[Saved entries]
--- --- ---

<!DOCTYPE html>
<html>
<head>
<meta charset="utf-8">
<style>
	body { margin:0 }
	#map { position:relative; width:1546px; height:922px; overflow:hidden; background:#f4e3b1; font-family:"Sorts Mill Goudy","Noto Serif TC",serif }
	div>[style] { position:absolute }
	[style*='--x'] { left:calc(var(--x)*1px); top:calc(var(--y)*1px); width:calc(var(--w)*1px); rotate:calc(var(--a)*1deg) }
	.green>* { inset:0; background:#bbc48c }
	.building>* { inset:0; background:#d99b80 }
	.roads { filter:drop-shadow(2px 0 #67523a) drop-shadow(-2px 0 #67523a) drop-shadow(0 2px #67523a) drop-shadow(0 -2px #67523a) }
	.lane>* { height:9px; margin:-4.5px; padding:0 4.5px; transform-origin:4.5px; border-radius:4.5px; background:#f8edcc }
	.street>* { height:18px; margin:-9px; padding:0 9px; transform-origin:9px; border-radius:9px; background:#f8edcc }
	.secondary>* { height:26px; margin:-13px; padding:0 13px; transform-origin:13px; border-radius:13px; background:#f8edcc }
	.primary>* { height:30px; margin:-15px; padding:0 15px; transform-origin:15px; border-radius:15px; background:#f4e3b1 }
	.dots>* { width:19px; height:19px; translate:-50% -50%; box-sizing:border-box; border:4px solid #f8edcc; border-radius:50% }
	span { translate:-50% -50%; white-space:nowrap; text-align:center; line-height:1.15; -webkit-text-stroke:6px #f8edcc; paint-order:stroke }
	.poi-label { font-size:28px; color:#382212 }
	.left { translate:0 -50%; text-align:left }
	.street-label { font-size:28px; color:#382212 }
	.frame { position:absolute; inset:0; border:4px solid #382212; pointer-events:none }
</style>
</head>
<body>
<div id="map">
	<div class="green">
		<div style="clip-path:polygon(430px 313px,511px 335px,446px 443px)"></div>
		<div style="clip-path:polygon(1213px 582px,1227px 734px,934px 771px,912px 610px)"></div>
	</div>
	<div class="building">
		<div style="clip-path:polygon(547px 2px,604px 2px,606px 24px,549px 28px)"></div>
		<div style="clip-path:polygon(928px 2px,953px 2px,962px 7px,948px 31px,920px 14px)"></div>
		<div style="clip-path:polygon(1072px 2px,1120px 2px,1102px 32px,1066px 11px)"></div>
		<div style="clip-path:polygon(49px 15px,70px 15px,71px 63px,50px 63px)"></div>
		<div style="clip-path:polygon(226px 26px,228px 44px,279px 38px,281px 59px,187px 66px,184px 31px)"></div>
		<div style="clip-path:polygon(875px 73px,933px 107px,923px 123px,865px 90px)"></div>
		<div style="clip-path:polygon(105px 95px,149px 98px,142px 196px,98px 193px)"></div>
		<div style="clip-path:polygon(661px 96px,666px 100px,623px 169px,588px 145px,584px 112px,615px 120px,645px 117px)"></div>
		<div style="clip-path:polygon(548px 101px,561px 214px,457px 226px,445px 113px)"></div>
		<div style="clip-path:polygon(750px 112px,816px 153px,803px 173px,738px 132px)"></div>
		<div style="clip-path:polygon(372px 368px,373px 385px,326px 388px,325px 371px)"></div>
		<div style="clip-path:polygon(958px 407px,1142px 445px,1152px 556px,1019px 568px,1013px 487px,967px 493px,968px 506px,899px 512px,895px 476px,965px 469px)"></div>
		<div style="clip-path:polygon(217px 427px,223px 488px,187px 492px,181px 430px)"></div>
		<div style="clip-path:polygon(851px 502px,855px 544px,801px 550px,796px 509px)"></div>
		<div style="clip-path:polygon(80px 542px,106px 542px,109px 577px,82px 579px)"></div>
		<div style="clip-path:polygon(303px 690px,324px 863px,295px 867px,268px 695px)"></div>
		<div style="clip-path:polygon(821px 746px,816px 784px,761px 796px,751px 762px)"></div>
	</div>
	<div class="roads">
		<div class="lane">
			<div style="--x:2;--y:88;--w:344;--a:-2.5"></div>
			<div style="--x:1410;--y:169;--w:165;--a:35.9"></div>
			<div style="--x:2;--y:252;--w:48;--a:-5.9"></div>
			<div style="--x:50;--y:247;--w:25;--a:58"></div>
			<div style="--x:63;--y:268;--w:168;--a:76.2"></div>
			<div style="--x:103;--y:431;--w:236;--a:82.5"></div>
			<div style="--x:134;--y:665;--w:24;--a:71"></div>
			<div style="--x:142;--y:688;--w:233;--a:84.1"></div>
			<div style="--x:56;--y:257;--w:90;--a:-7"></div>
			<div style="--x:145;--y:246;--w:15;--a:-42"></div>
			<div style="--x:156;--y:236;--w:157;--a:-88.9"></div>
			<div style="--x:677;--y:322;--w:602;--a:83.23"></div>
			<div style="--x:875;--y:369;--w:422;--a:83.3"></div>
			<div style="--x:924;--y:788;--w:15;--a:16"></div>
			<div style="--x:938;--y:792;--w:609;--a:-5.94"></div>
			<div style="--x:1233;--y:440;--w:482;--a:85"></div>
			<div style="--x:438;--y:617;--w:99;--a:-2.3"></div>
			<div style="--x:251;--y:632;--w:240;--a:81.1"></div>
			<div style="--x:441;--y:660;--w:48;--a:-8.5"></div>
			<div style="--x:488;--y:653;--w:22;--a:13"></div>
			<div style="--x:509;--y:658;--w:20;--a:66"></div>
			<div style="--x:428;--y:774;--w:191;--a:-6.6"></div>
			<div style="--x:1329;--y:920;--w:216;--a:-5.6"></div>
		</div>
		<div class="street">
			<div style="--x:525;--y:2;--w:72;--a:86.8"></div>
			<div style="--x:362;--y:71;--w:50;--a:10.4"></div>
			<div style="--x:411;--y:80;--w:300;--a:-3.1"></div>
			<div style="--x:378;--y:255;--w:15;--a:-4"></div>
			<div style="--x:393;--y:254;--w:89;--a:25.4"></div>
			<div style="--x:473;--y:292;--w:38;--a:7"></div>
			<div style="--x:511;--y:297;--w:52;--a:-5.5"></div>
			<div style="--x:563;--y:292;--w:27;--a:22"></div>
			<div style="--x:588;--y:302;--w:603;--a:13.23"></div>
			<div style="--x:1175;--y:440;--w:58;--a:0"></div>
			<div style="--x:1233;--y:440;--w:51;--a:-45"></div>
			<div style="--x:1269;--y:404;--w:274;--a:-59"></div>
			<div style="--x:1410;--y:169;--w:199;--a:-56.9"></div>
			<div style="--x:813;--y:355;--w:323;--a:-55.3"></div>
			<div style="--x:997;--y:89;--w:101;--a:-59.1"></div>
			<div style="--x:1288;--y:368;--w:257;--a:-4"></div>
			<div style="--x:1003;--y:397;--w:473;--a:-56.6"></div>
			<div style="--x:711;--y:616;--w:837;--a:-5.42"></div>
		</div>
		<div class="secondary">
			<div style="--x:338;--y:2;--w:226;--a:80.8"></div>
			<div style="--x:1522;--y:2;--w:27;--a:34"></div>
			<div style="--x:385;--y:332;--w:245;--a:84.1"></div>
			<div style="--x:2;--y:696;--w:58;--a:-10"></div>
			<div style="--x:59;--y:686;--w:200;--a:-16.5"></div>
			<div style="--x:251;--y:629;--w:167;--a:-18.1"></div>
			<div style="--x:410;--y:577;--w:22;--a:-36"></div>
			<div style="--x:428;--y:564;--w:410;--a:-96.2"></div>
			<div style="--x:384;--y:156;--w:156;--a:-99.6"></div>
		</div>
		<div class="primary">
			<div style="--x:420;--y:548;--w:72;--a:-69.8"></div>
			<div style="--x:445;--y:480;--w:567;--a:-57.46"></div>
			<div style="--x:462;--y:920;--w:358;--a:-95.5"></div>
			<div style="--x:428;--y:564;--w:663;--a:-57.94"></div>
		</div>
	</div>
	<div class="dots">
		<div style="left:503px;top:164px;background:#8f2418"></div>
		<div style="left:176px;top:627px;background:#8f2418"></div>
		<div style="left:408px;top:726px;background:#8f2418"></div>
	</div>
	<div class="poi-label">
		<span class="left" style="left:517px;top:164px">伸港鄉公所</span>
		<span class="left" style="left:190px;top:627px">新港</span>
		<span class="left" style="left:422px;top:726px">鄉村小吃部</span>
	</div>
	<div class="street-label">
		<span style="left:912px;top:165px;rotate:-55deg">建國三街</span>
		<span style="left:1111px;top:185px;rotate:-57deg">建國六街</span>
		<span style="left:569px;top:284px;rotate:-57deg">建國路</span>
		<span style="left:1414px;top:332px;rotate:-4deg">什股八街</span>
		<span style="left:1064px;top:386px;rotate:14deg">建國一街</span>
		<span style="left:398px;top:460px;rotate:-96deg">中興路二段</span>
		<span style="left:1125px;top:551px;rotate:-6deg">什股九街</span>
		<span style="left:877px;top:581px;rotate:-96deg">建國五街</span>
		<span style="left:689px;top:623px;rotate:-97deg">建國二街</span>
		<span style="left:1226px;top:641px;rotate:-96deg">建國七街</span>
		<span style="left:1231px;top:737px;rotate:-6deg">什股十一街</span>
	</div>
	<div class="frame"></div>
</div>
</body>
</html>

--- --- ---

### HOW TO COMPLETE THIS TASK
Show every line above in which the word "lane" is found.

### EXPECTED OUTPUT
	.lane>* { height:9px; margin:-4.5px; padding:0 4.5px; transform-origin:4.5px; border-radius:4.5px; background:#f8edcc }
		<div class="lane">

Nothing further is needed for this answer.